Later in the month I was able to check off something from my climbing goals list: climb one of the peaks in Medicine Bow National Forest. The stark quartzite features that shimmer and shine above the alpine lakes have been on my mind ever since I first set eyes on them last year. Our good friend Vitor invited John and I to scout out the conditions at Med Bow one day after work, and before we knew it we were snowshoeing up to the base of Schoolhouse Rock (the shortest face in the range, but still two pitches plus some scrambling) and racking up for the climb.
As I mentioned before, I have done a lot of multipitch trad climbs with John recently, but climbing Medicine Bow seemed unlike anything I had done before. Usually the exposure doesn’t get to me while I’m up on the wall, but the combination of dangerous snow and rocks at the base and the howling wind that cut through my layers made me uncomfortable as I stood on top of the first pitch. All of that faded away, though, when I started climbing to the summit. Medicine Bow was a unique combination of intense discomfort and fear contrasted with pure elation as I went up some of the most fun climbing I have ever done.
In June we also had the opportunity to return to Boulder to visit our friends and enjoy the pleasures of a city with more than 1,600 people in it. We ate food that was actually seasoned well and savored as many fruits as we could stomach. We also managed to climb at Eldorado Canyon State Park before the weather turned stormy – which was quite the adventure – and hiked around Chautauqua Park before sunset. I recently shared a blog post about our Colorado adventures, so check it out if you want to read more!

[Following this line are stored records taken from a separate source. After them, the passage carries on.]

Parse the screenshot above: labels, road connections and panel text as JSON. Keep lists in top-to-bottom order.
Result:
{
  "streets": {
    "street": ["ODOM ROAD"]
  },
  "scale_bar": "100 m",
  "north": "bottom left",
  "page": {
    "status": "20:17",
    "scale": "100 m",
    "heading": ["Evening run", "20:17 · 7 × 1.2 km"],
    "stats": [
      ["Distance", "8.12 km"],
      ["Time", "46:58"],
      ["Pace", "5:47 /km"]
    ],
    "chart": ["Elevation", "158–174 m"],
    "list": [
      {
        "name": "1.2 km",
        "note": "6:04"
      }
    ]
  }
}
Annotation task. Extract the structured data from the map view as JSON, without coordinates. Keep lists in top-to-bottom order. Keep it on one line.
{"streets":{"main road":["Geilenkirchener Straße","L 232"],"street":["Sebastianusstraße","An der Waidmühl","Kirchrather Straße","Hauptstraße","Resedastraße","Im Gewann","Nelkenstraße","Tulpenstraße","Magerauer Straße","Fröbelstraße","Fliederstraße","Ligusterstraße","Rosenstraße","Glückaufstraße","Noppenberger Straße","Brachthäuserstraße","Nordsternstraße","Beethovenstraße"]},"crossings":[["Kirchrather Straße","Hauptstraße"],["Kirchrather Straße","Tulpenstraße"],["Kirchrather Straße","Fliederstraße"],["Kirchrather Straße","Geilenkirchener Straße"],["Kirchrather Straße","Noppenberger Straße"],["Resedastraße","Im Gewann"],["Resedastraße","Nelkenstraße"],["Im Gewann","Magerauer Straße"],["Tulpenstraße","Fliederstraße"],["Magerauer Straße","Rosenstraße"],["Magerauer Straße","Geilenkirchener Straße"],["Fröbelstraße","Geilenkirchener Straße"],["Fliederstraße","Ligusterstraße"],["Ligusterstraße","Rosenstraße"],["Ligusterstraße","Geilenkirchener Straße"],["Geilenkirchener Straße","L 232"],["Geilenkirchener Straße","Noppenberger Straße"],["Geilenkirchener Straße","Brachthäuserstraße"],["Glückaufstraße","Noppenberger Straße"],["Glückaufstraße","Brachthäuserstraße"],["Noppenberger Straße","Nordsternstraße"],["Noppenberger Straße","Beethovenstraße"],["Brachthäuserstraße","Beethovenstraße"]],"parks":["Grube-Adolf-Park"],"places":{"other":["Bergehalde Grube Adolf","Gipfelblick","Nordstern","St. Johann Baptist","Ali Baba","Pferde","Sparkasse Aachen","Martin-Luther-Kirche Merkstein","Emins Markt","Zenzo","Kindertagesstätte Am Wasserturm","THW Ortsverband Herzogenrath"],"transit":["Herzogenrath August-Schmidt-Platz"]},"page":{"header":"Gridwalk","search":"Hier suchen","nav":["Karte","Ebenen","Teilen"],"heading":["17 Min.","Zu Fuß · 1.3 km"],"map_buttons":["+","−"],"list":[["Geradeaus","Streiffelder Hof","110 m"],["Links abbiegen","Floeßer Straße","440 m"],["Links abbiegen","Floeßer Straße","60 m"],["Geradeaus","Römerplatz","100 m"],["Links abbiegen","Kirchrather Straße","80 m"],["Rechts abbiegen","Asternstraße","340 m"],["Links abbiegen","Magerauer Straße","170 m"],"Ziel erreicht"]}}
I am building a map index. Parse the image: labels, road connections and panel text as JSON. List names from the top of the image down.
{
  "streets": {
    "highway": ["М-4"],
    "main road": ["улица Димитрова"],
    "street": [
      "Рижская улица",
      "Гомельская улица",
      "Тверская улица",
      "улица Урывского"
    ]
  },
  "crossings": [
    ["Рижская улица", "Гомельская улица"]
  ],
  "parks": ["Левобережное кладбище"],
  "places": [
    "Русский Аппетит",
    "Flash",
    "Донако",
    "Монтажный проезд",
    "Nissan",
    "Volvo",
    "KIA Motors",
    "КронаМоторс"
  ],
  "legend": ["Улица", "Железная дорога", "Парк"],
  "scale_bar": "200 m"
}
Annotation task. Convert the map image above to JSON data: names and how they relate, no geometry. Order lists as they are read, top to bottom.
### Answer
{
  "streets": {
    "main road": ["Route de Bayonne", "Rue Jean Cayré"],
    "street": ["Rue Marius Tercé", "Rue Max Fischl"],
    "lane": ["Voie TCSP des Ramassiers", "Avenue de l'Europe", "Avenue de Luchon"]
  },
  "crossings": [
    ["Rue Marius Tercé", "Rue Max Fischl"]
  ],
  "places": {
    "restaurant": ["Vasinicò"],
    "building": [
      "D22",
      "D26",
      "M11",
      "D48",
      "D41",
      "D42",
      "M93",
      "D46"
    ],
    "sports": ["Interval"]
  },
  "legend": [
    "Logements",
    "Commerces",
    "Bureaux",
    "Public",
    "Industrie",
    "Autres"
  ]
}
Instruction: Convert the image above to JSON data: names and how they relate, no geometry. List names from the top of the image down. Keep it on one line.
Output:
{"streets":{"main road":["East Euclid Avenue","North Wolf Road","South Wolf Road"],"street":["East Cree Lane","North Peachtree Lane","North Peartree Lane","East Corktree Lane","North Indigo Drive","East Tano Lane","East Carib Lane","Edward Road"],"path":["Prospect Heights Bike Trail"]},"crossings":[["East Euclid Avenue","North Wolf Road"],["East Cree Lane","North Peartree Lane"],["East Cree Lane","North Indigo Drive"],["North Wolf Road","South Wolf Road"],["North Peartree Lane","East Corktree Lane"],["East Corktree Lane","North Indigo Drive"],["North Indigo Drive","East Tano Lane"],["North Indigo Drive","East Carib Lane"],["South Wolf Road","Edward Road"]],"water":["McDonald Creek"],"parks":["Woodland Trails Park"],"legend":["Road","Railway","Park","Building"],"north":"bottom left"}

One of the last adventures John and I went on in June was our trip to Vedauwoo to rock climb with our college roommates Brooke and Noah. I had been dying to return to the Voo since the day I left, and since John is an avid crack climber I knew he would fall in love with the crag as soon as he got out there. The climbing was a ton of fun but also incredibly brutal – at Vedauwoo every route is way harder than the grade due to the nature of crack climbing, and we got thrashed by the rock. John left with scrapes all over his arms and back from a 5.9 off-width crack (a crack that’s too big to fit just your hands in, so you have to shove your body into it in order to progress) and our legs were stiff and sore the next day from wiggling up the routes.
Our outing to Vedauwoo was extremely refreshing for a number of reasons; we were able to bring my dog Koda with us, and he had a blast chasing sticks and scrambling across rocks; we got to catch up with our friends who recently moved to Colorado; and we ate an amazing dinner at a pizza joint in Laramie. Since John and I had two days off from work we even had enough time to aimlessly wander around Laramie before returning to the ranch, and it was very pleasant to spend the afternoon in a city besides Saratoga.
All of those outings reminded me of how lucky I am to live in a place that has so much natural beauty right outside my door. Whenever I have a bad day at work or I see how expensive strawberries and avocados are at Valley Foods, ($6 for moldy strawberries and almost $3 for one avocado?! You’ve got to be kidding me!) I try to take a deep breath and focus instead on all of the amazing outdoor spaces that I get to recreate in. One of the greatest reminders of this that took place in June was when I sent my rock climbing project on ranch property. I had been working on finding a way to send the route clean (without falling or sitting on the rope) ever since I first came to the ranch in 2018, so it was an extremely emotional moment for me when I got the first clean ascent.
What I’ve been digging:
When I came out to Wyoming I challenged myself to actually use my camera by taking at least one picture every day. I haven’t been able to keep up with it as much as I would like, but I’ve started to fall in love with being behind the lens and capturing the beauty around me. I’m proud to say that my Canon isn’t sitting in my room collecting dust like it was in Tallahassee, and that I’m slowly starting to learn how to take better photos.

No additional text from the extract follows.